*** Opening of Records to use ***
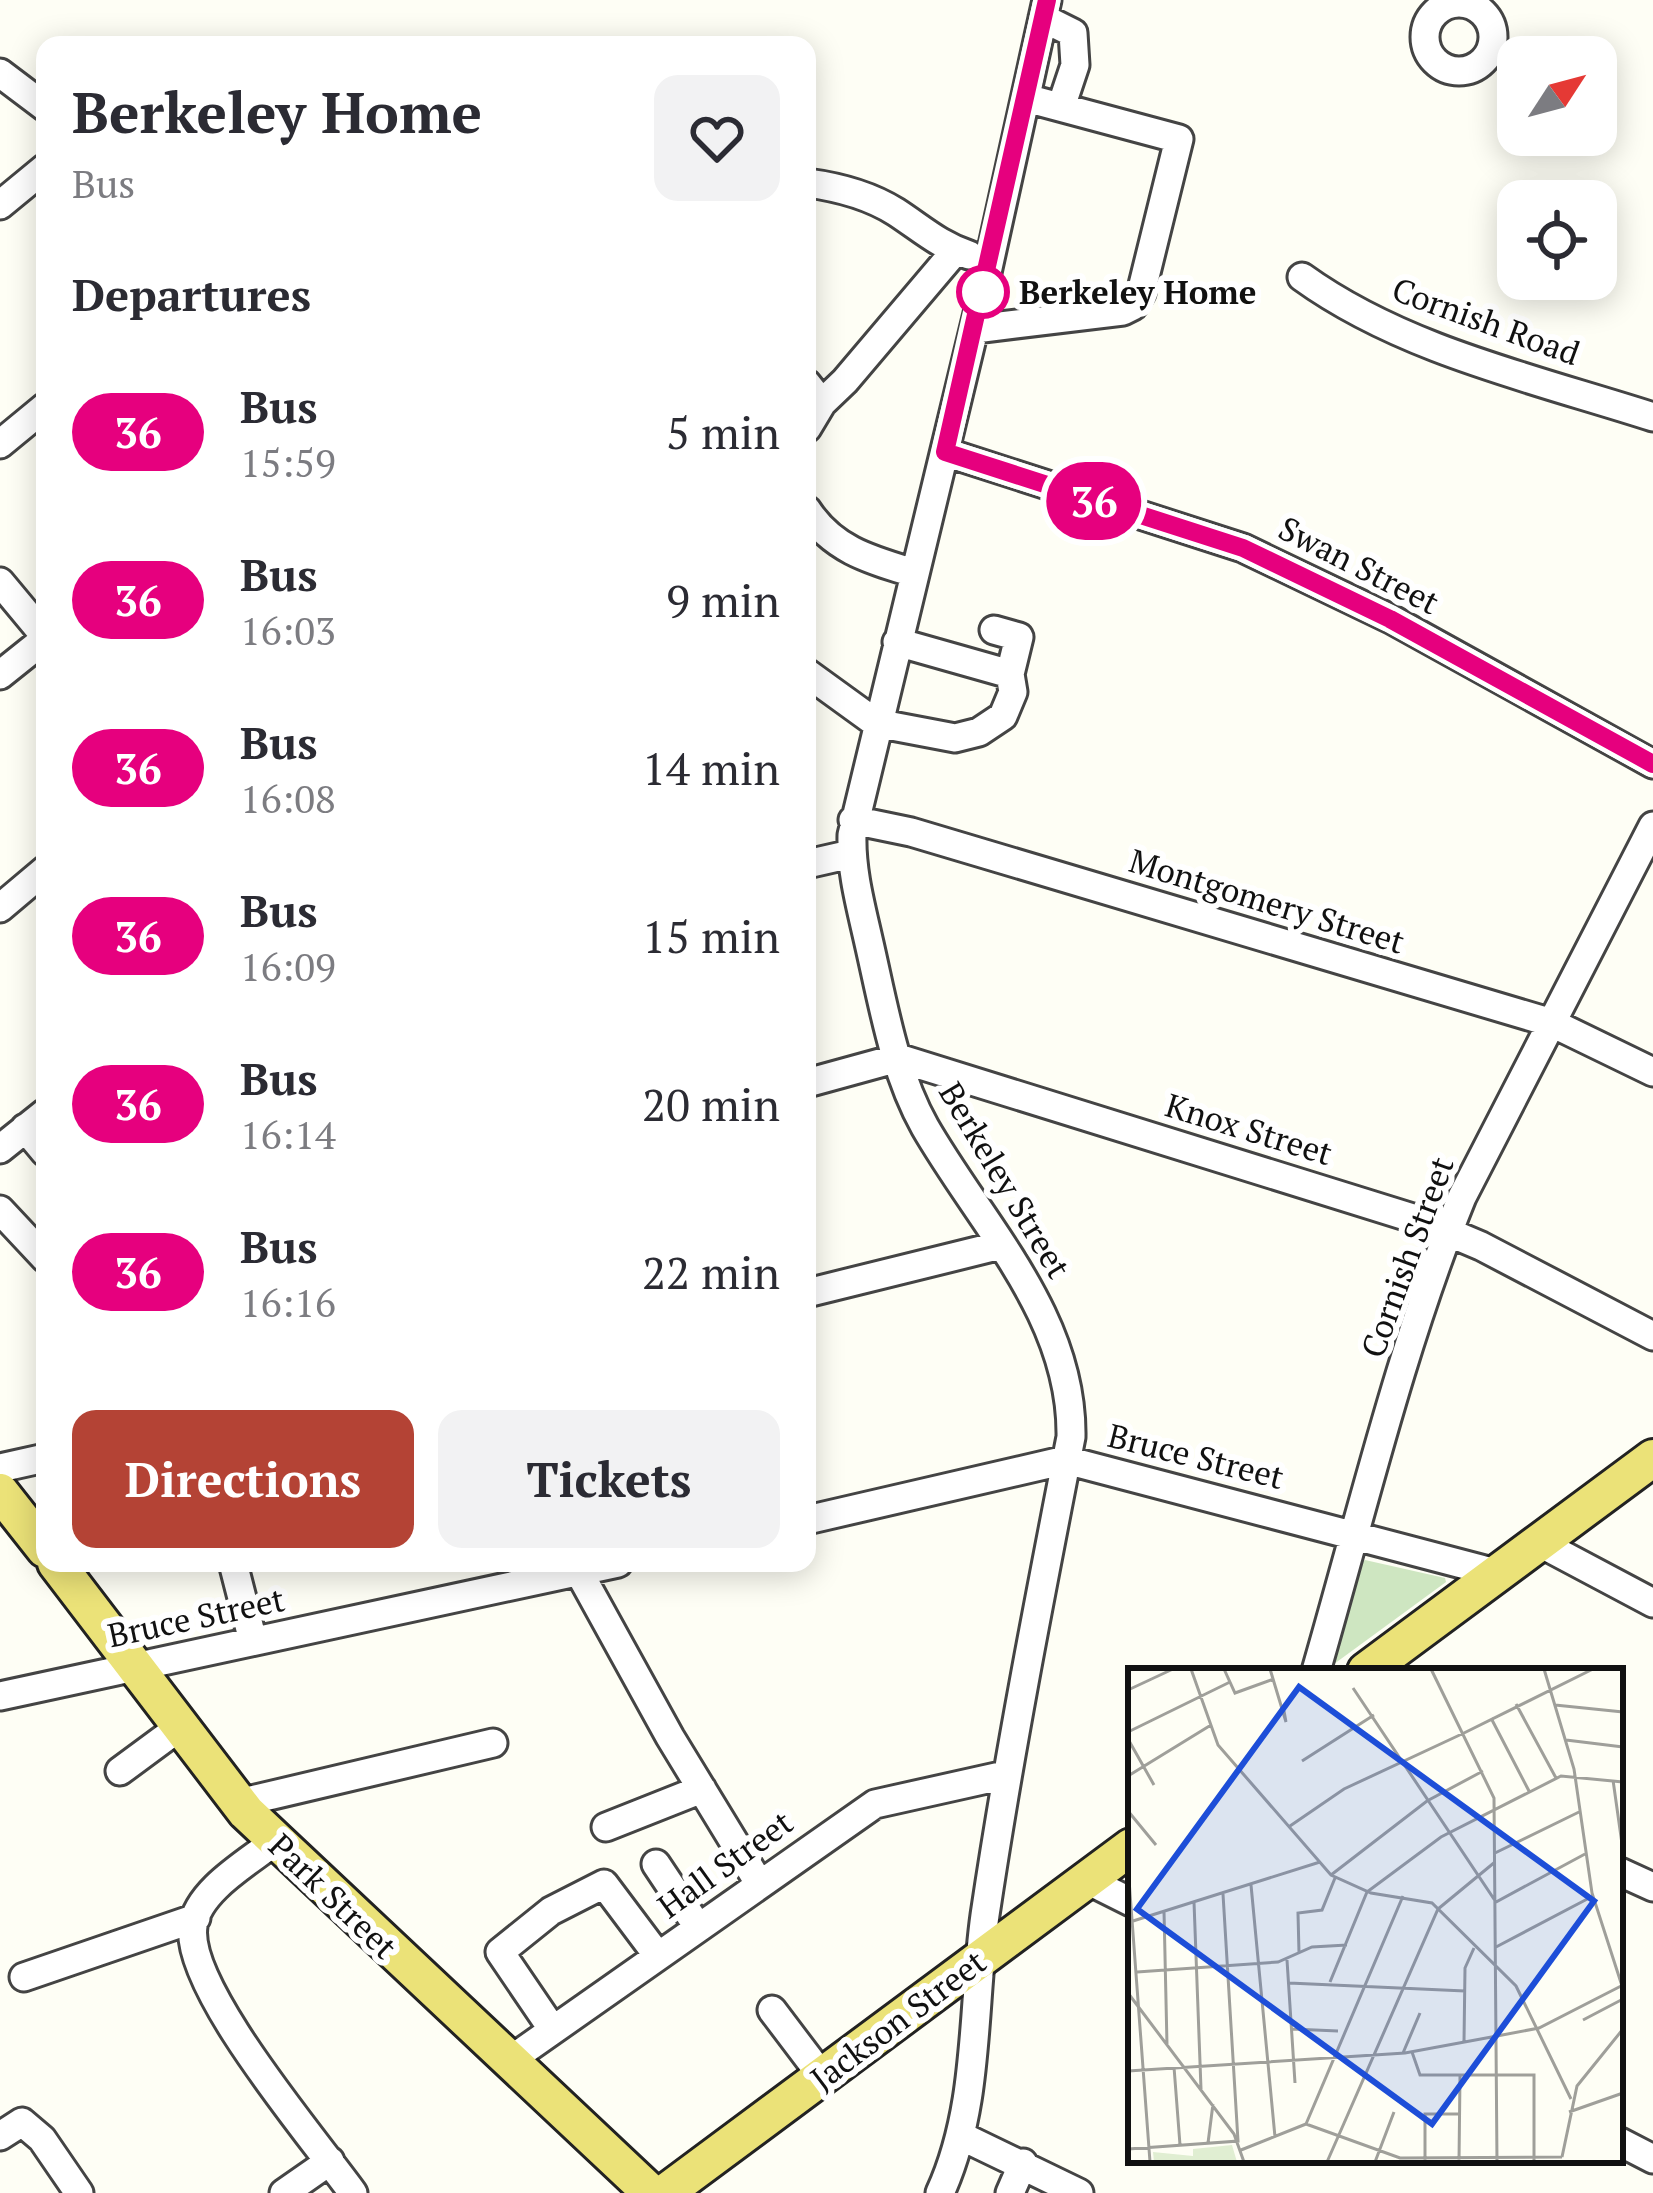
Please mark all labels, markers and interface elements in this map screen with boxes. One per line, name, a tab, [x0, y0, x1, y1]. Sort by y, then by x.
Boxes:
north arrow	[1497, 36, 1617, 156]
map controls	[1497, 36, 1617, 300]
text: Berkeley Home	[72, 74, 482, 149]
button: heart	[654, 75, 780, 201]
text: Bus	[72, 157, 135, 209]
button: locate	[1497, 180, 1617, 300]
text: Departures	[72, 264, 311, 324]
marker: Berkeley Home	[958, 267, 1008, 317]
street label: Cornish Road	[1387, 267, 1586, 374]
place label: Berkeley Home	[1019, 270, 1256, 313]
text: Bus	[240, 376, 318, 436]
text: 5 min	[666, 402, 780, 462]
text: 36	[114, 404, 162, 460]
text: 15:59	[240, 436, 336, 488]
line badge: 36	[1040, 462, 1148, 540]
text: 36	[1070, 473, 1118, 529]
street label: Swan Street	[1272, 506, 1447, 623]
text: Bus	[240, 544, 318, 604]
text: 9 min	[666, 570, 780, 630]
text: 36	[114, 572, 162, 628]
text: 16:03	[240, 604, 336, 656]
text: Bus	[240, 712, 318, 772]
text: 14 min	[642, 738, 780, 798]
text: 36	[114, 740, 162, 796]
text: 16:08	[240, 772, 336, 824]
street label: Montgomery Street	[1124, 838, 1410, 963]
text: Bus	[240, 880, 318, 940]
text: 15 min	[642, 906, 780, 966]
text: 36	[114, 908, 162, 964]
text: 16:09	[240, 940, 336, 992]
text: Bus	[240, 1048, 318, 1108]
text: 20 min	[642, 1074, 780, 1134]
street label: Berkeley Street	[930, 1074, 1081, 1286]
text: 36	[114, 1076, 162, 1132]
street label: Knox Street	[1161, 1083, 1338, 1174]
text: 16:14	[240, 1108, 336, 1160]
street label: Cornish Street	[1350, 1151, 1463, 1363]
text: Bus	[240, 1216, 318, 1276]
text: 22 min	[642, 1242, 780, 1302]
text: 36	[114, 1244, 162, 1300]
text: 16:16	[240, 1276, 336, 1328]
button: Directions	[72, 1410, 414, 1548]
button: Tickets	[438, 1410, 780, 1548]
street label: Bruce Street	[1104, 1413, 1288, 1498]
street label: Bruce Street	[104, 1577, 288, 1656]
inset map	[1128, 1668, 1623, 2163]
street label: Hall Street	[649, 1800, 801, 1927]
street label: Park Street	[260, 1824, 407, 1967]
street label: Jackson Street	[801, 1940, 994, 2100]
*** Close of Records to use ***
# Problem
Copy each line from the data above that includes "button".

# Solved problem
button: heart	[654, 75, 780, 201]
button: locate	[1497, 180, 1617, 300]
button: Directions	[72, 1410, 414, 1548]
button: Tickets	[438, 1410, 780, 1548]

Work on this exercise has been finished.